To evaluate telemedicine appointment adherence, we recorded the number of CVT appointments missed (patient did not show up), cancelled, and scheduled. Telemedicine appointment adherence was reported as the ratio of the number of CVT appointments in which the patient showed up to the number of CVT appointments scheduled, excluding the number of appointments cancelled by the patient in advance. To assess patient satisfaction with telemedicine, we administered via telephone a satisfaction survey published by the VA Telehealth Services Program.
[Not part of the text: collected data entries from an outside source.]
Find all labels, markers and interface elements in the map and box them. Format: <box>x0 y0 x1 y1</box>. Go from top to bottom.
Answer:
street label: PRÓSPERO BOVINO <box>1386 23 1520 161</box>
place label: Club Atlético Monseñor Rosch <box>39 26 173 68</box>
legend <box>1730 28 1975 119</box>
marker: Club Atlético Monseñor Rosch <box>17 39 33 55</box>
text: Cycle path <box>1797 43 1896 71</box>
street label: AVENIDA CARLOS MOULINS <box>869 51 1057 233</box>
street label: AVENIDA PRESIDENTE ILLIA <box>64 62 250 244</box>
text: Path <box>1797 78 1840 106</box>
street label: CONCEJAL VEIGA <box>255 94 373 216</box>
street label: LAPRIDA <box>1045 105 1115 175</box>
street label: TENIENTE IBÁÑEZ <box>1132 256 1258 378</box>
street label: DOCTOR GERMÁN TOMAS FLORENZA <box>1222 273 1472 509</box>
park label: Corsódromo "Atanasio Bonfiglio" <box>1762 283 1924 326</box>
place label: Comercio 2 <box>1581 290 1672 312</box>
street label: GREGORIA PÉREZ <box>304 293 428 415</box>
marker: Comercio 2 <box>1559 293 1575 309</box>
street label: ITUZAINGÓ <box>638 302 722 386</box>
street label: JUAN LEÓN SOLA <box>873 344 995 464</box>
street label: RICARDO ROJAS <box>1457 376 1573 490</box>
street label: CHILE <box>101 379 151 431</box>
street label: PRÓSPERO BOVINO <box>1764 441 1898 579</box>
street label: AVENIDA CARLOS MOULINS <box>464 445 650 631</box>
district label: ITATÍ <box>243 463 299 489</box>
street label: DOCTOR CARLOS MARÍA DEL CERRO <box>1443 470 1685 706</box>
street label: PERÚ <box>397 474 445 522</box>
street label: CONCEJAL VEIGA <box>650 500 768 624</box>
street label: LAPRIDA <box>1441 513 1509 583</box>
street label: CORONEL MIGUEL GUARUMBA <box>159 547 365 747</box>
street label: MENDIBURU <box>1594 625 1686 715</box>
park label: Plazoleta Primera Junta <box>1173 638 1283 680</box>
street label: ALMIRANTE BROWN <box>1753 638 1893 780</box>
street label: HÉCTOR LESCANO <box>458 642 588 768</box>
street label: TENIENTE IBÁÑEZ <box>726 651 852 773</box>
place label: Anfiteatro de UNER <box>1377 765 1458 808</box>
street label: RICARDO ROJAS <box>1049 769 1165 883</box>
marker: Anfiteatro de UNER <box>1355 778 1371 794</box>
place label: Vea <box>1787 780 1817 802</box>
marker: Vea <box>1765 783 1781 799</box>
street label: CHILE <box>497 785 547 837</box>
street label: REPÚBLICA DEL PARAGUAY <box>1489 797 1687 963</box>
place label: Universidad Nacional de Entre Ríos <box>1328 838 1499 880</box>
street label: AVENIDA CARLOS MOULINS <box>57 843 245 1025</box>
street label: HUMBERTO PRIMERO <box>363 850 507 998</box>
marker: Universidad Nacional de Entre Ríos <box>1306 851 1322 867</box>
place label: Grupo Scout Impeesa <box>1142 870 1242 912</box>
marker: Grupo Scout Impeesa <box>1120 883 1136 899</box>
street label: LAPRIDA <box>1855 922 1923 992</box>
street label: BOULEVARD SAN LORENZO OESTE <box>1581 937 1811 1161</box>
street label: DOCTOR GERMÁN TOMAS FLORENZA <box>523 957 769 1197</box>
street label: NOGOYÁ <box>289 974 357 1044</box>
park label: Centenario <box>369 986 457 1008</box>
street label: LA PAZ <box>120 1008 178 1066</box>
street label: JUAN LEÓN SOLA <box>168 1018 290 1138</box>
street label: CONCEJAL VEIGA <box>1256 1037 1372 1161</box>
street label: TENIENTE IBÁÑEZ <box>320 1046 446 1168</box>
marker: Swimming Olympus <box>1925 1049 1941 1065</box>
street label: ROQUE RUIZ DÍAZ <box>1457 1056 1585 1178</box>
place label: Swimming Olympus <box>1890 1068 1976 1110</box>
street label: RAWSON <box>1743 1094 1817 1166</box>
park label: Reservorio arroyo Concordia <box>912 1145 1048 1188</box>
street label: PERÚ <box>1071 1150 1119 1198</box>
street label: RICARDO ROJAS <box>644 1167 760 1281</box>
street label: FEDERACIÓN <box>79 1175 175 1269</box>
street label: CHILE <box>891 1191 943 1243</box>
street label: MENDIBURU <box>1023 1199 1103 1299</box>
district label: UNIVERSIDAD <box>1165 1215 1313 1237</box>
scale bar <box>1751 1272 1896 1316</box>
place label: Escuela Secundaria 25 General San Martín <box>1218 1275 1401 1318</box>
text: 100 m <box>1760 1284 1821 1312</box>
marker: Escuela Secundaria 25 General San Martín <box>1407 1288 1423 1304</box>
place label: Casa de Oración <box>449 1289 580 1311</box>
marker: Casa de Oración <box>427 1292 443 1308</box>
Patients were surveyed about telemedicine's usability and convenience, and their satisfaction was measured using a Likert Scale with scores ranging from 1 through 5 (1 = "strongly agree" and 5 = "strongly disagree").

Data analysis was performed using Microsoft Office Excel 2010 (Microsoft Corporation), SPSS version 23.0 (IBM Corp), and SAS version 9.4 (SAS Institute Inc). To analyze changes in diabetes outcomes, we conducted paired t tests from baseline data, 6-month follow-up data, and 12-month follow-up data. Significance was set at P < .05. To analyze patient satisfaction survey results, we calculated the median, mean, and SDs of patient responses to each survey question.